Unfortunately, it is not trivial to install OpenCV and the first few steps are always quite tricky – particularly using the C or C++ interfaces. However, the new Python bindings (introduced in OpenCV 2.3) are more accessible and thus used in the following exercises. To spare you the installation effort, we have prepared a fully-functional virtual machine based on Ubuntu. The virtual machine (815 MB zipped, ~3 GB unzipped) can be opened with the free VirtualBox software on most operating systems (tested on Windows 7 and Mac OS X 10.7).

On the virtual machine, you can use gedit (Text Editor) for editing your Python scripts with syntax highlighting, and either the provided run scripts or python {filename}.py in a terminal to run your code. You can also experiment with the interactive Python shell ipython, which can run scripts using the %run script.py command. The four exercises are loaded onto the virtual machine, and should be visible on the Desktop - however, as we occasionally find bugs or issues with the code, we have also provided an update script which downloads the latest version of the exercises, so make sure to run it every time you attempt the exercises.
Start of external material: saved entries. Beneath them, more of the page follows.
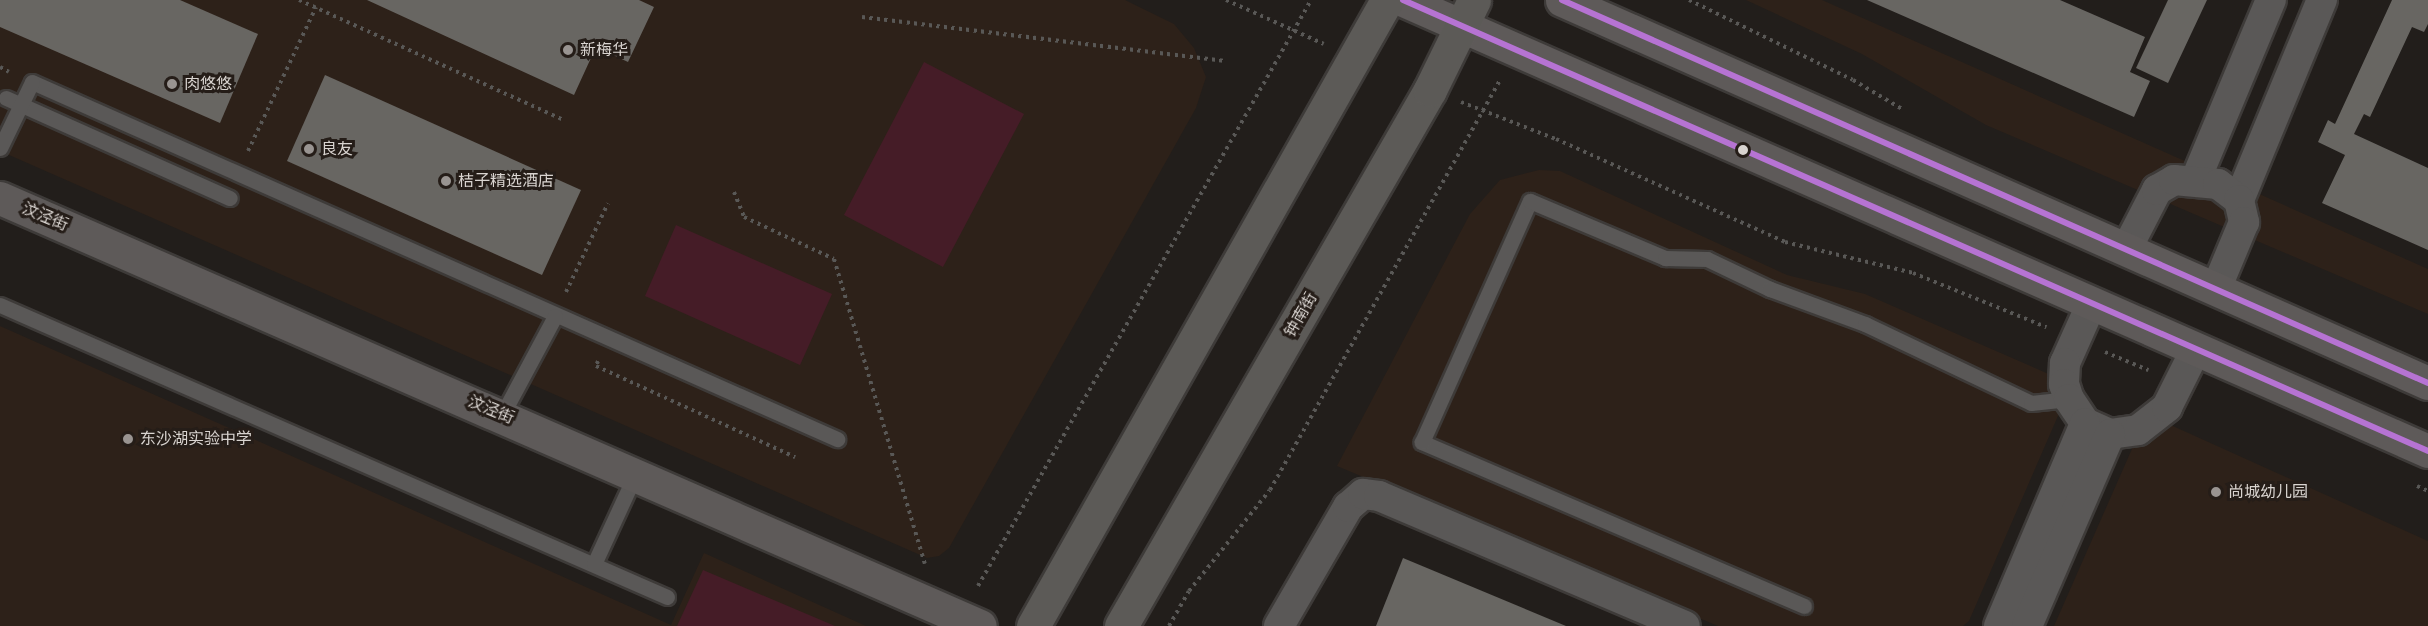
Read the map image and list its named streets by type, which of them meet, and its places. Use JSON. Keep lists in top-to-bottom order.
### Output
{
  "streets": {
    "main road": ["汶泾街", "钟南街"]
  },
  "places": [
    "新梅华",
    "肉悠悠",
    "良友",
    "桔子精选酒店",
    "东沙湖实验中学",
    "尚城幼儿园"
  ]
}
We encourage you to use the provided virtual machine for solving the exercises. However, if you really know what you are doing, you are welcome to install OpenCV (2.4.3 or higher) with Python bindings yourself - although be warned that this is at your own risk. In this case, the exercises are available on github: https://github.com/LeszekSwirski/cam-cl-computervision.

The OpenCV and NumPy documentations will come in handy while solving the exercises. Please report any issues with the VM or the exercises to Tadas Baltrušaitis or Lech Świrski.

1. Convolution

The exercise1.py script in the Exercise1 folder provides function stubs for the four exercises below, which it feeds with a test image and convolution kernel. The expected result images can be found in the answer-images folder

  1. Implement basic convolution by translating the C code on page 26 of the lecture notes to Python. The function basic_convolution should return the result as an image with the same size and datatype as the input image. You can assume that kernels are normalised, so the term /(mend*nend) should be left out. Please also include a progress indicator that prints to the console iff verbose is true.
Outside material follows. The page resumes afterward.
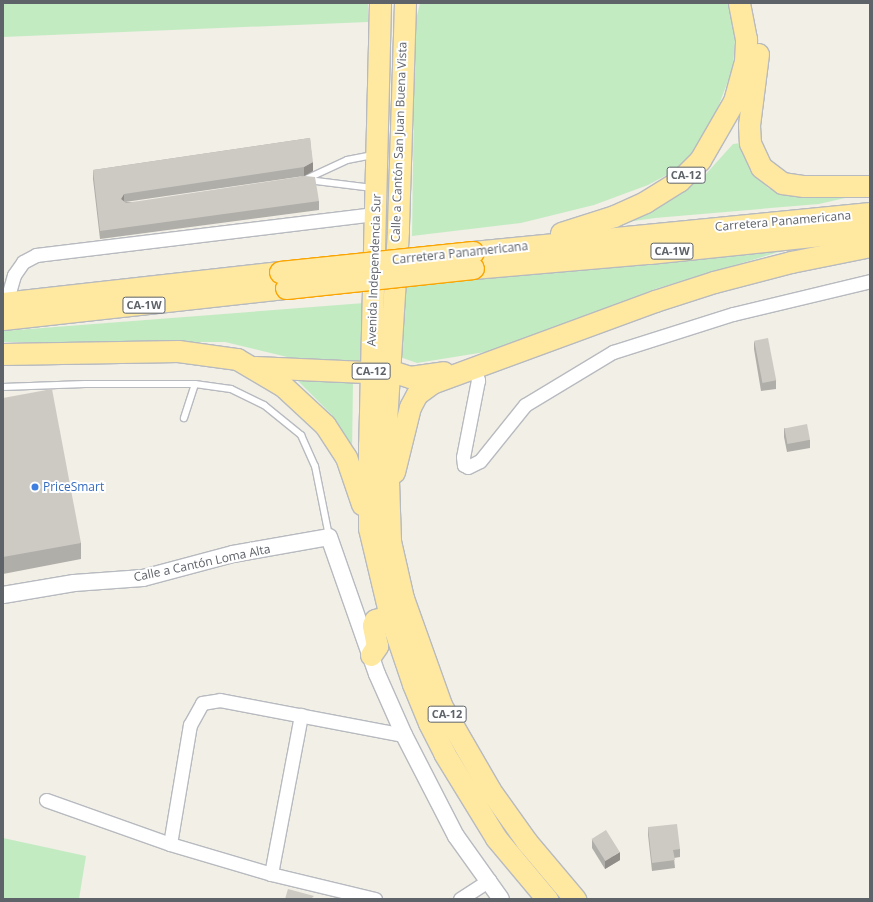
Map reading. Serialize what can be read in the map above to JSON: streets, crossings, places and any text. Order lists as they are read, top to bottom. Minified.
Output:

  2. The result of the previous exercise will have black areas where there was no image information. Also, the result doesn't appear centred, as the kernel is not centred around 0 (but instead starts at 0). This is technically correct, but produces an undesirable result.
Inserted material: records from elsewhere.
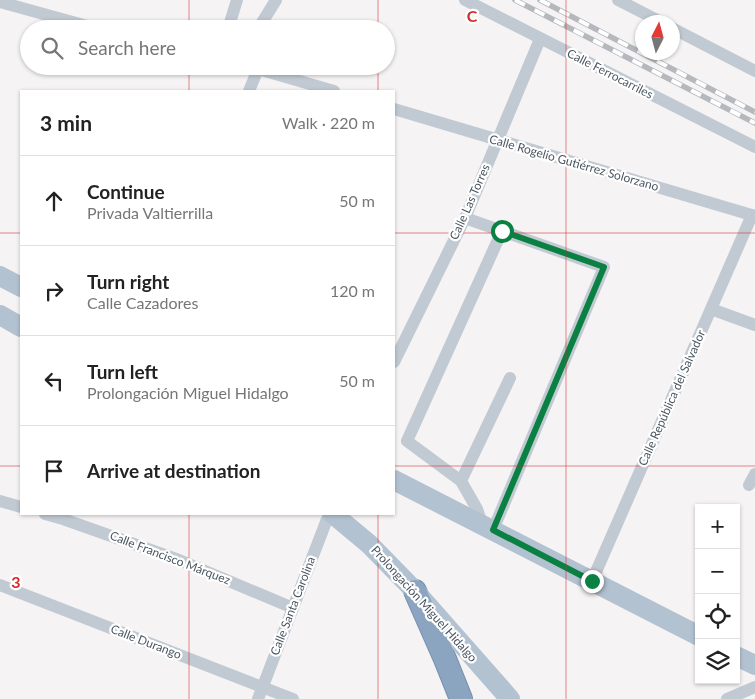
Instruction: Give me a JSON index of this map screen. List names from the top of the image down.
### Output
{
  "streets": {
    "main road": ["Prolongación Miguel Hidalgo"],
    "street": [
      "Calle Ferrocarriles",
      "Calle Rogelio Gutiérrez Solorzano",
      "Calle Las Torres",
      "Calle República del Salvador",
      "Calle Francisco Márquez",
      "Calle Santa Carolina",
      "Calle Durango"
    ]
  },
  "crossings": [
    ["Calle Ferrocarriles", "Calle Las Torres"],
    ["Calle Rogelio Gutiérrez Solorzano", "Calle Las Torres"],
    ["Calle Rogelio Gutiérrez Solorzano", "Calle República del Salvador"],
    ["Calle Francisco Márquez", "Calle Santa Carolina"],
    ["Calle Santa Carolina", "Calle Durango"]
  ],
  "north": "top",
  "page": {
    "search": "Search here",
    "heading": ["3 min", "Walk · 220 m"],
    "list": [
      ["Continue", "Privada Valtierrilla", "50 m"],
      ["Turn right", "Calle Cazadores", "120 m"],
      ["Turn left", "Prolongación Miguel Hidalgo", "50 m"],
      "Arrive at destination"
    ],
    "map_buttons": ["+", "−"]
  },
  "grid": {
    "columns": ["C"],
    "rows": ["3"]
  }
}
    To fill the unknown areas, we can extrapolate the image values. Using the cv2.copyMakeBorder function, expand your image to fill these areas, and perform the convolution on this larger image. Then, return a 'centred' image which is the same size as the original input.

    HINT: Consider how large the invalid border areas are. Why are they this size? Make sure to expand the image by the right size.

    HINT: In cv2.copyMakeBorder, you should use cv2.BORDER_WRAP as the value of borderType.

  3. Now apply the convolution theorem to speed up convolution.

    HINT: Both OpenCV and numpy have DFT implementations. These return their results in different, incompatible formats, so be careful not to mix them. Also, be careful how you multiply the DFT results, you cannot use numpy multiplication on OpenCV DFT results.

  4. Finally extend your previous implementation to produce the same result as exercise 2.

2. Edge detection

The exercise2.py script in the Exercise2 folder provides function stubs for the helper functions you will need for the exercises, together with the code for loading and storing required images. The input image is already smoothed and subsampled using pyrDown function, this is to supress some of the noise. Be careful about the input and output types of the library functions you will use as some of them expect floating point numbers at 32 or 64 bit precision whilst others take in 8 bit integers, be sure to read their documentation carefully.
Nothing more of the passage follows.